Machine Learning for IT Security: From ML to Security AI Purchase the entire course

4 October 2019 · · 320 views

The Future Series (2019)

Security Artificial Intelligence

This video explains how to get started with machine learning for IT security purposes. Using ML for security can offer valuable new opportunities, leading to better, more thorough, proactive security, with fewer breaches. You can thank your existing, and some new, security-related data, such as logs, that we rarely rely on in a proactive manner. Logs are usually analysed to find what happened, rather than to predict what is going to happen. Further, their size, messiness, and general inability to draw valid conclusions makes them hard to work with using traditional approaches.

Interestingly, this is exactly where machine learning can help. ML is good at working with large amounts of potentially confusing data. Above all, you can draw conclusions about the safety risk of new, previously unseen situations using your ML models—assuming you have followed the foundations of any good data science process and you have validated your models thoroughly to a statistical level of significance, and you have tested them before deployment.

As with all machine learning and data science projects, you need to prepare your data carefully, structuring it into the common, flat table, row-per-event (case) format, where columns represent attributes that you can legally, ethically, and morally, analyse. If you are going to follow the supervised approach, you will need one additional column, the predictable target, also known as the label. Most likely you will build a classification model using an algorithm such as decision trees, logistics regression, or a neural network. This classifier will enable you to predict if an event, or a security credential, or person, or an application etc, that is currently performing some action, is threatening enough to warrant an intervention. This label column must exist before you build your model, and it needs to contain a known fact, ideally a Boolean of some sort, denoting if the known event was or was not a security issue.

What if you do not have such data? Or what if you are still at an earlier stage and you are merely doing some detective work to find out if there were any security issues that your data has captured? The unsupervised approach can help. Your data needs to be prepared in an identical way to the supervised approach: one row per case, many columns for each analysable attribute. However, you will not have, or will not need to use, the label (predictable) column. In this approach you will use such algorithms as clustering or association rules to find natural groupings of cases, looking for smaller, anomalous clusters, or outliers than belong to no cluster, or links, that connect one suspicious event to another. There are many other ways how you can use combinations of algorithms to build your security model using machine learning.

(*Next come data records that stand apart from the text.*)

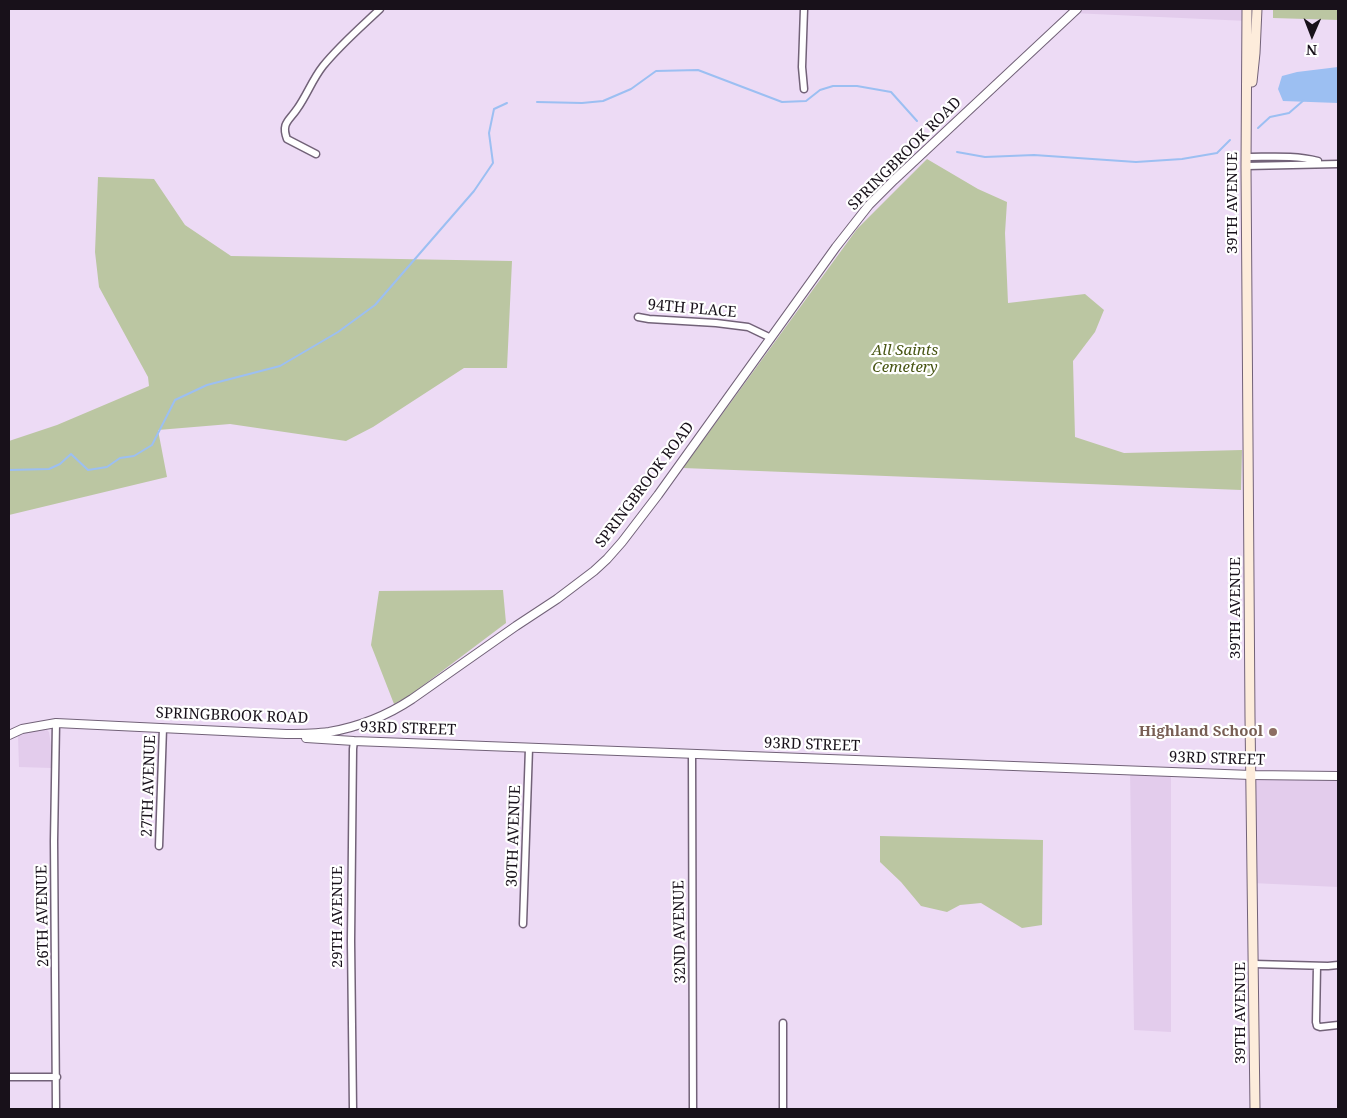 <!DOCTYPE html>
<style>
body{margin:0}
#map{position:relative;width:1347px;height:1118px;overflow:hidden;background:#eddbf5;font-family:"Noto Serif",serif}
canvas{display:block}
.frame{position:absolute;inset:0;border:10px solid #18111a;pointer-events:none}
.north{position:absolute;left:1287px;top:10px;width:50px;height:50px;-webkit-text-stroke:4px #fff;paint-order:stroke;rotate:181deg;font-size:14px;font-weight:700;line-height:20px;text-align:center;color:#18111a}
.north::after{content:'';display:block;margin:auto;width:18px;height:22px;background:#18111a;clip-path:polygon(50% 0,100% 100%,50% 72%,0 100%)}
</style>
<div id="map">
<canvas width="1347" height="1118"></canvas>
<div class="frame"></div>
<div class="north">N</div>
</div>
<script>
const ctx = document.querySelector('canvas').getContext('2d');
ctx.lineJoin = 'round';
function fill(path, color) { ctx.fillStyle = color; ctx.fill(path, 'evenodd'); }
function strokePath(path, color, width, dash) { ctx.strokeStyle = color; ctx.lineWidth = width; ctx.lineCap = dash ? 'butt' : 'round'; ctx.setLineDash(dash || []); ctx.stroke(path); }
function write(font, color, halo, rows, align = 'center') {
  ctx.font = font + ' "Noto Serif",serif'; ctx.lineWidth = 4.5; ctx.setLineDash([]); ctx.textBaseline = 'middle'; ctx.strokeStyle = halo; ctx.fillStyle = color; for (const [text, x, y, turn = 0] of rows) {
    ctx.save(); ctx.translate(x, y); ctx.rotate((+turn || 0) * Math.PI / 180); ctx.textAlign = isNaN(turn) ? turn : align; if (halo) ctx.strokeText(text, 0, 0); ctx.fillText(text, 0, 0); ctx.restore();
  }
}
fill(new Path2D(`
 M1077,9H1247V21L1072,13Z
 M43,729L47,730L49,732L51,745V768L19,767L18,736L24,733Z
 M1130,770L1171,772V1032L1134,1030Z
 M1251,775L1338,778V887L1252,883Z`), '#e3ccec');
fill(new Path2D(`
 M1273,9H1338V20L1273,18Z
 M927,159L978,189L1007,202L1005,233L1008,303L1085,294L1104,310L1095,332L1073,361L1075,437L1124,453L1242,450L1241,490L683,468L857,229Z
 M98,177L154,179L185,225L231,256L512,261L507,368H464L373,427L346,441L230,424L158,430L167,477L9,515V441L57,425L149,386L148,377L99,287L95,252Z
 M503,590L506,623L409,696L394,704L371,645L379,591Z
 M880,836L1043,840L1042,925L1022,928L981,903L960,905L947,912L921,906L901,882L880,862Z`), '#bbc6a2');
fill(new Path2D(`
 M1338,67V103L1283,101L1278,89L1282,76L1297,72Z`), '#9cbff2');
strokePath(new Path2D(`
 M537,102L582,103L603,101L631,89L656,71L698,70L782,102L806,101L820,90L833,86H857L891,92L917,121
 M1258,128L1270,117L1289,113L1304,100
 M957,152L985,157L1034,155L1136,162L1182,159L1217,153L1230,140
 M9,470L49,469L60,464L71,454L88,470L107,467L120,458L134,456L152,445L175,400L207,385L280,366L338,332L375,305L474,191L493,163L489,133L494,109L507,103`), '#9cbff2', 2);
const minor = new Path2D(`
 M804,89L802,67L804,9
 M316,154L287,139C281,123 289,121 297,109C307,95 312,80 323,66C340,45 361,27 380,9
 M1247,157C1271,157 1295,155 1318,161
 M1246,166L1338,164
 M638,317L649,319L716,323L748,327L771,338
 M56,723L54,841L56,1109
 M692,754L693,1109
 M159,846L163,728
 M523,924L529,748
 M1254,964L1328,966L1338,965
 M1317,966L1316,1022L1317,1026L1320,1027L1338,1025
 M783,1023V1109
 M9,1077H57
 M353,1109L351,941L353,749L354,741`);
const tertiary = new Path2D(`
 M9,735L22,729L56,723L286,734C300,734 315,734 329,732C358,727 388,715 412,699L516,626L557,599L594,571L607,559L622,542L658,495L836,247L869,205L894,180L1077,9
 M306,738L354,741L1251,775L1338,776`);
const secondary = new Path2D(`
 M1247,9L1246,166L1250,717L1255,1109
 M1252,82L1255,53L1257,9`);
strokePath(minor, '#726278', 9);
strokePath(tertiary, '#726278', 10);
strokePath(secondary, '#726278', 11);
strokePath(minor, '#fff', 6);
strokePath(tertiary, '#fff', 8);
strokePath(secondary, '#fdecdb', 9);
for (const [x, y, r, color] of [
 [1273,732,5,"#8d6e63"]
]) { const dot = new Path2D(); dot.arc(x, y, r, 0, 2 * Math.PI); ctx.fillStyle = color; ctx.fill(dot); strokePath(dot, '#fff', 2); }
write('15px', '#18111a', '#fff', [
 ["SPRINGBROOK ROAD",905,154,-45],
 ["39TH AVENUE",1233,203,-90],
 ["94TH PLACE",692,309,5],
 ["SPRINGBROOK ROAD",645,485,-53],
 ["39TH AVENUE",1236,608,-90],
 ["SPRINGBROOK ROAD",232,716,2],
 ["93RD STREET",408,729,2],
 ["93RD STREET",812,745,2],
 ["93RD STREET",1217,759,2],
 ["27TH AVENUE",149,786,-88],
 ["30TH AVENUE",514,836,-88],
 ["26TH AVENUE",43,916,-91],
 ["29TH AVENUE",338,917,-90],
 ["32ND AVENUE",680,932,-91],
 ["39TH AVENUE",1241,1013,-90]
]);
write('italic 15px', '#485614', '#fff', [
 ["All Saints",905,351],
 ["Cemetery",905,368]
]);
write('bold 15px', '#785e54', '#fff', [
 ["Highland School",1263,732]
], 'right');
</script> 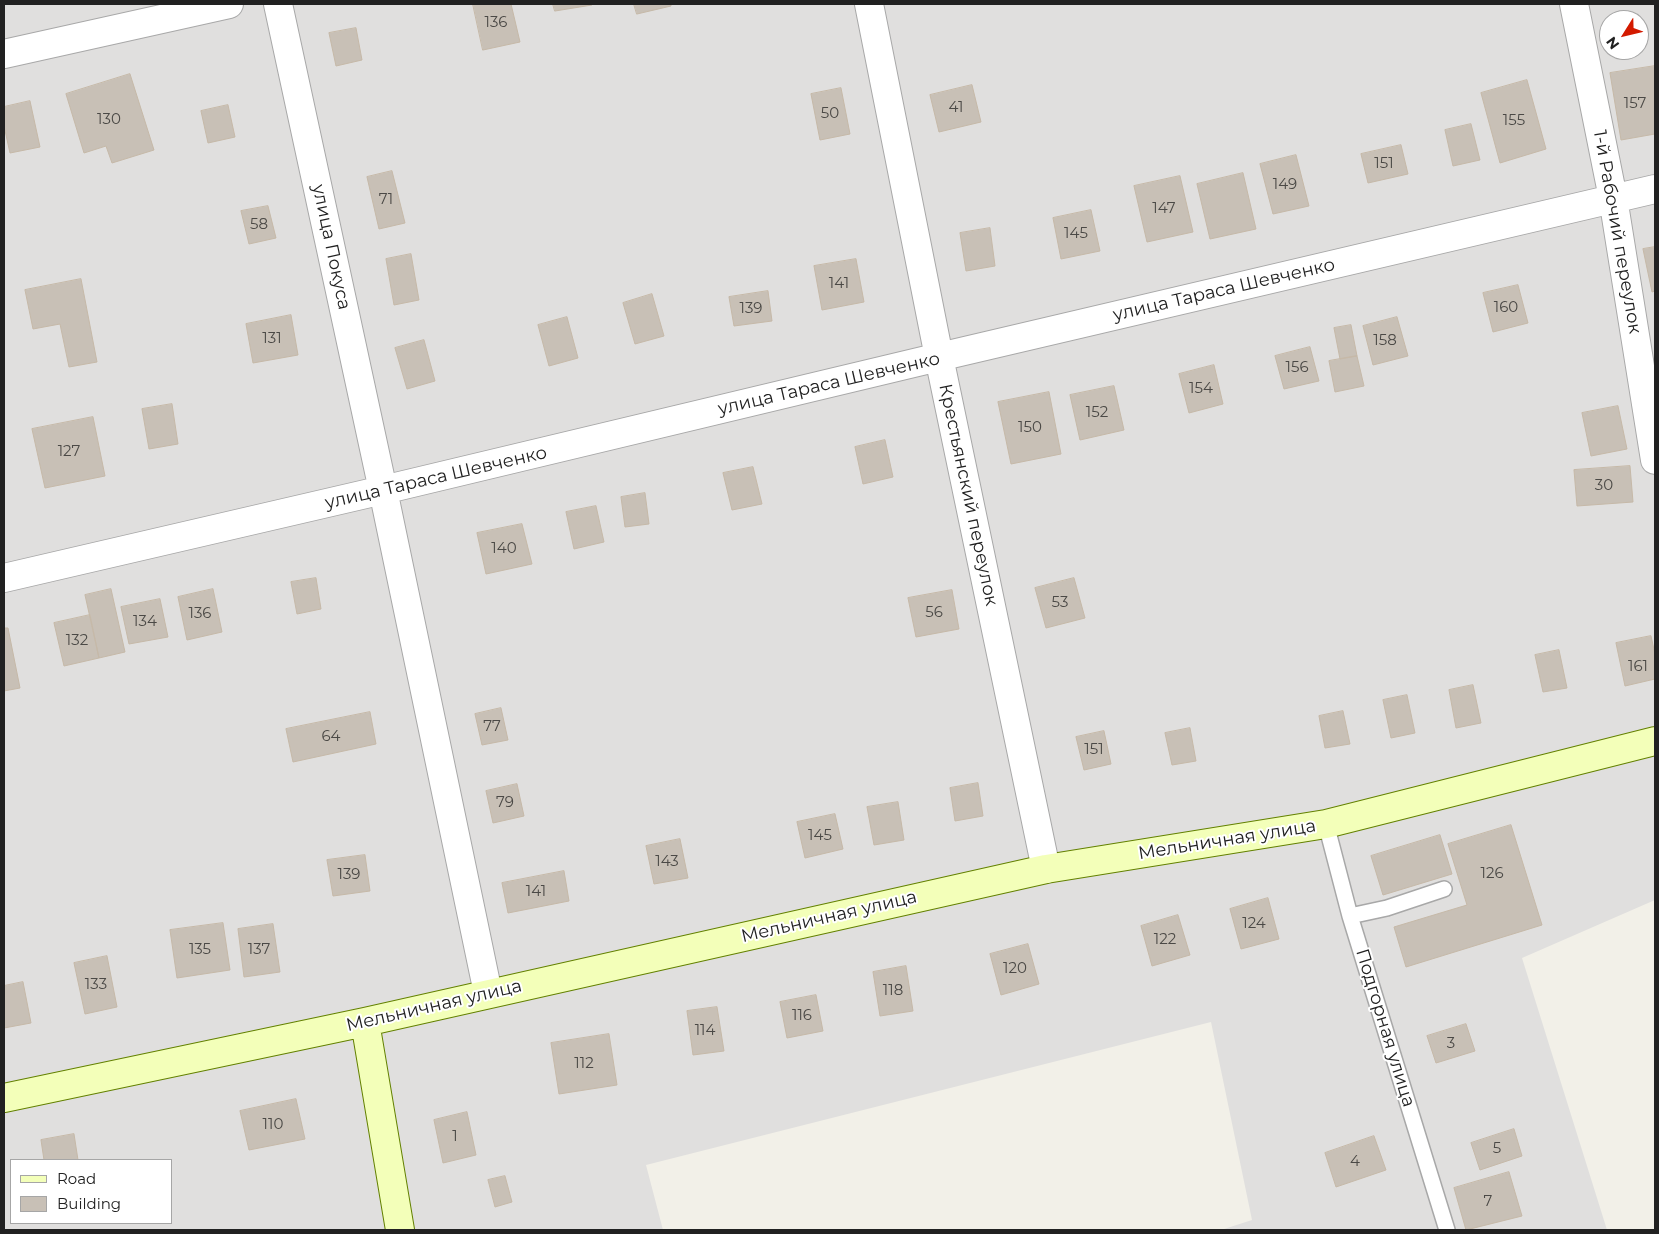 <!DOCTYPE html>
<meta charset="utf-8">
<style>
body{margin:0}
#map{position:relative;width:1659px;height:1234px;overflow:hidden;background:#f2f0e8;font-family:Montserrat,sans-serif}
canvas{display:block}
.frame{position:absolute;inset:0;border:5px solid #212121;pointer-events:none}
.legend{position:absolute;left:10px;top:1159px;width:162px;height:65px;box-sizing:border-box;background:#fff;border:1px solid #a6a6a6;margin:0;padding:6px 9px;list-style:none;font-size:15px;color:#212121}
.legend li{display:flex;align-items:center;gap:10px;height:25px}
.legend b{width:25px;border:1px solid #a6a6a6}
.north{position:absolute;left:1599px;top:10px;width:50px;height:50px;box-sizing:border-box;background:#fff;border:1px solid #a6a6a6;border-radius:50%;rotate:234deg;font-size:14px;font-weight:700;line-height:20px;text-align:center;color:#212121}
.north::after{content:'';display:block;margin:auto;width:18px;height:22px;background:#d31a00;clip-path:polygon(50% 0,100% 100%,50% 72%,0 100%)}
</style>
<div id="map">
<canvas width="1659" height="1234"></canvas>
<div class="frame"></div>
<ul class="legend">
<li><b style="height:6px;background:#f3ffb9"></b>Road</li>
<li><b style="height:14px;background:#c8c0b6"></b>Building</li>
</ul>
<div class="north">N</div>
</div>
<script>
const g = document.querySelector('canvas').getContext('2d');
g.lineJoin = 'round';
function paint(path, color) { g.fillStyle = color; g.fill(path, 'evenodd'); }
function stroke(path, color, width, dash) { g.strokeStyle = color; g.lineWidth = width; g.lineCap = dash ? 'butt' : 'round'; g.setLineDash(dash || []); g.stroke(path); }
function write(font, color, halo, rows, align = 'center') {
  g.font = font + ' Montserrat,sans-serif'; g.lineWidth = 4; g.setLineDash([]); g.textBaseline = 'middle'; g.strokeStyle = halo; g.fillStyle = color; for (const [text, x, y, turn = 0] of rows) {
    g.save(); g.translate(x, y); g.rotate((+turn || 0) * Math.PI / 180); g.textAlign = isNaN(turn) ? turn : align; if (halo) g.strokeText(text, 0, 0); g.fillText(text, 0, 0); g.restore();
  }
}
paint(new Path2D(`
 M4,4H1655V900L1522,958L1607,1230H1221L1252,1220L1211,1022L646,1165L663,1230H4ZM1609,20H1639V50H1609ZM11,1160H171V1223H11Z`), '#e0dfde');
const building = new Path2D(`
 M473,4H511L520,42L483,50Z
 M553,4H591L592,5L555,11Z
 M634,4H671V6L637,14Z
 M356,28L362,60L336,66L329,33Z
 M1655,66V134L1621,140L1610,73Z
 M130,74L154,150L112,163L106,146L84,153L66,94Z
 M1527,80L1546,149L1500,163L1481,93Z
 M972,85L981,122L939,132L930,95Z
 M841,88L850,134L820,140L811,94Z
 M30,101L40,147L10,153L4,126V107Z
 M228,105L235,137L208,143L201,111Z
 M1471,124L1480,160L1453,166L1445,130Z
 M1401,145L1408,174L1368,183L1361,154Z
 M1296,155L1309,206L1273,214L1260,164Z
 M392,171L405,223L379,229L367,177Z
 M1243,173L1256,229L1210,239L1197,184Z
 M1180,176L1193,232L1147,242L1134,186Z
 M268,206L276,238L249,244L241,211Z
 M1091,210L1100,251L1061,259L1053,218Z
 M990,228L995,266L966,271L960,233Z
 M1655,247V291L1652,292L1643,249Z
 M411,254L419,300L394,305L386,259Z
 M856,259L864,302L822,310L814,266Z
 M81,279L97,362L69,367L60,324L33,329L25,290Z
 M1518,285L1528,323L1493,332L1483,293Z
 M768,291L772,321L734,326L729,297Z
 M652,294L664,336L635,344L623,303Z
 M291,315L298,355L253,363L246,324Z
 M567,317L578,358L549,366L538,325Z
 M1397,317L1408,356L1373,365L1363,326Z
 M1351,325L1357,356L1340,359L1334,328Z
 M424,340L435,381L407,389L395,348Z
 M1310,347L1319,381L1284,389L1275,356Z
 M1357,356L1364,386L1335,392L1329,361Z
 M1214,365L1223,404L1189,413L1179,374Z
 M1114,386L1124,430L1080,440L1070,395Z
 M1049,392L1061,454L1011,464L998,402Z
 M172,404L178,444L149,449L142,409Z
 M1618,406L1627,449L1591,456L1582,413Z
 M93,417L105,476L45,488L32,429Z
 M885,440L893,477L863,484L855,447Z
 M1630,466L1633,502L1577,506L1574,470Z
 M753,467L762,504L732,510L723,473Z
 M645,493L649,524L625,527L621,497Z
 M596,506L604,542L574,549L566,512Z
 M522,524L532,564L486,574L477,533Z
 M316,578L321,609L297,614L291,582Z
 M1074,578L1085,618L1046,628L1035,588Z
 M111,589L125,652L99,658L85,595Z
 M213,589L222,632L187,640L178,597Z
 M952,590L959,629L916,637L908,598Z
 M160,599L168,637L129,644L121,607Z
 M90,615L99,658L64,666L54,623Z
 M4,628H8L20,688L4,691Z
 M1651,636L1655,654V679L1625,686L1616,643Z
 M1559,650L1567,688L1543,692L1535,655Z
 M1473,685L1481,723L1456,728L1449,690Z
 M1407,695L1415,733L1391,738L1383,700Z
 M501,708L508,740L482,745L475,714Z
 M1343,711L1350,744L1325,748L1319,716Z
 M370,712L376,744L293,762L286,729Z
 M1190,728L1196,761L1172,765L1165,733Z
 M1104,731L1111,764L1084,770L1076,737Z
 M978,783L983,816L955,821L950,788Z
 M517,784L524,816L493,823L486,791Z
 M898,802L904,840L874,845L867,807Z
 M835,814L843,849L805,858L797,822Z
 M1511,825L1542,925L1406,967L1394,927L1467,905L1448,844Z
 M1440,835L1452,874L1383,895L1371,856Z
 M680,839L688,878L654,884L646,846Z
 M365,855L370,891L333,896L327,860Z
 M564,871L569,901L508,913L502,883Z
 M1268,898L1279,939L1241,949L1230,909Z
 M1178,915L1190,955L1152,966L1141,926Z
 M223,923L230,970L177,978L170,930Z
 M273,924L280,972L244,977L238,929Z
 M1028,944L1039,984L1001,995L990,954Z
 M107,956L117,1007L85,1014L74,963Z
 M906,966L913,1011L880,1016L873,972Z
 M23,982L31,1023L4,1028V986Z
 M816,995L823,1031L787,1038L780,1002Z
 M717,1007L724,1051L693,1055L687,1011Z
 M1466,1024L1475,1051L1436,1063L1427,1036Z
 M609,1034L617,1085L559,1094L551,1043Z
 M296,1099L305,1139L249,1150L240,1111Z
 M467,1112L476,1155L443,1163L434,1120Z
 M1514,1129L1522,1156L1480,1170L1471,1143Z
 M74,1134L78,1160H44L41,1140Z
 M1374,1136L1386,1170L1336,1187L1325,1153Z
 M1509,1172L1522,1216L1466,1230L1454,1188Z
 M505,1176L512,1202L495,1207L488,1180Z`);
paint(building, '#c8c0b6');
stroke(building, '#c6b9a8', 1);
const lane = new Path2D(`
 M1326,824L1350,916L1447,1230
 M1350,916L1387,908L1444,889`);
const street = new Path2D(`
 M278,4L383,490L488,993
 M869,4L939,357L1046,869
 M1574,4L1613,198L1655,460
 M4,54L229,4
 M4,578L383,490L939,357L1655,189`);
const secondary = new Path2D(`
 M365,1022L400,1230
 M4,1098L365,1022L1046,869L1326,824L1655,741`);
stroke(lane, '#a8a8a8', 18);
stroke(street, '#a8a8a8', 30);
stroke(secondary, '#638100', 30);
stroke(lane, '#fff', 15);
stroke(street, '#fff', 28);
stroke(secondary, '#f3ffb9', 28);
write('15px', '#4b4946', null, [
 ["136",496,23],
 ["157",1635,104],
 ["41",956,108],
 ["50",830,114],
 ["130",109,120],
 ["155",1514,121],
 ["151",1384,164],
 ["149",1285,185],
 ["71",386,200],
 ["147",1164,209],
 ["58",259,225],
 ["145",1076,234],
 ["141",839,284],
 ["160",1506,308],
 ["139",751,309],
 ["131",272,339],
 ["158",1385,341],
 ["156",1297,368],
 ["154",1201,389],
 ["152",1097,413],
 ["150",1030,428],
 ["127",69,452],
 ["30",1604,486],
 ["140",504,549],
 ["53",1060,603],
 ["56",934,613],
 ["136",200,614],
 ["134",145,622],
 ["132",77,641],
 ["161",1638,667],
 ["77",492,727],
 ["64",331,737],
 ["151",1094,750],
 ["79",505,803],
 ["145",820,836],
 ["143",667,862],
 ["126",1492,874],
 ["139",349,875],
 ["141",536,892],
 ["124",1254,924],
 ["122",1165,940],
 ["135",200,950],
 ["137",259,950],
 ["120",1015,969],
 ["133",96,985],
 ["118",893,991],
 ["116",802,1016],
 ["114",705,1031],
 ["3",1451,1044],
 ["112",584,1064],
 ["110",273,1125],
 ["1",455,1137],
 ["5",1497,1149],
 ["4",1355,1162],
 ["7",1488,1202]
]);
write('18px', '#212121', '#fff', [
 ["1-й Рабочий переулок",1617,232,80],
 ["улица Покуса",331,247,78],
 ["улица Тараса Шевченко",1224,290,-13],
 ["улица Тараса Шевченко",829,384,-13],
 ["улица Тараса Шевченко",436,478,-13],
 ["Крестьянский переулок",968,495,78],
 ["Мельничная улица",1227,840,-9],
 ["Мельничная улица",829,917,-13],
 ["Мельничная улица",434,1006,-13],
 ["Подгорная улица",1385,1028,73]
]);
</script>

Sooner or later, when you try to use your model in production, you will face a major issue: false positives (FPs). Simply speaking, your system will make mistakes and it will class benign events as threats! Dealing with them in a just, legal, ethical and a common sense manner is utterly important, but not easy. Otherwise you will cause damage, upset, even expose your organisation to legal expenses or reputational losses, perhaps even straying into morally reprehensible territory—denying people a service they deserve simply because a computer thinks there is something wrong with them is unacceptable.

Having a process for dealing with false positives is fundamentally important, but so is the tuning of your model to balance their occurrence against its ability not to miss threats, measured as false negatives (FN). My courses teach a great deal about this, there are many ways to find a balance between those two opposing goals (FP vs FN) that is good for everyone involved, whilst being cost-effective. By the way, that is, essentially, practical machine learning, as applied to real-world projects and situations, rather than treated as a mathematical optimisation problem.

If all of this works well, you may want to take a step into the future of Artificial Intelligence for Security, aka Security AI. To do that, you need to introduce two interesting but risky automations. First of all, your machine learning model needs to be updated regularly, taking in new data (new logs etc), but also the results of its own (ie. model’s) actions. In other words, when we know that your model is making good or wrong decisions, that very fact becomes additional, important data, that is continually used to update the model. This is something we have done for decades, but more recently it became popular under the, trendy name of reinforcement learning. Secondly—and very carefully—you may want to automate the security decisions that your model makes. Yes, that means the machine will decide to proactively deny access, when it predicts a sufficiently high level of security risk.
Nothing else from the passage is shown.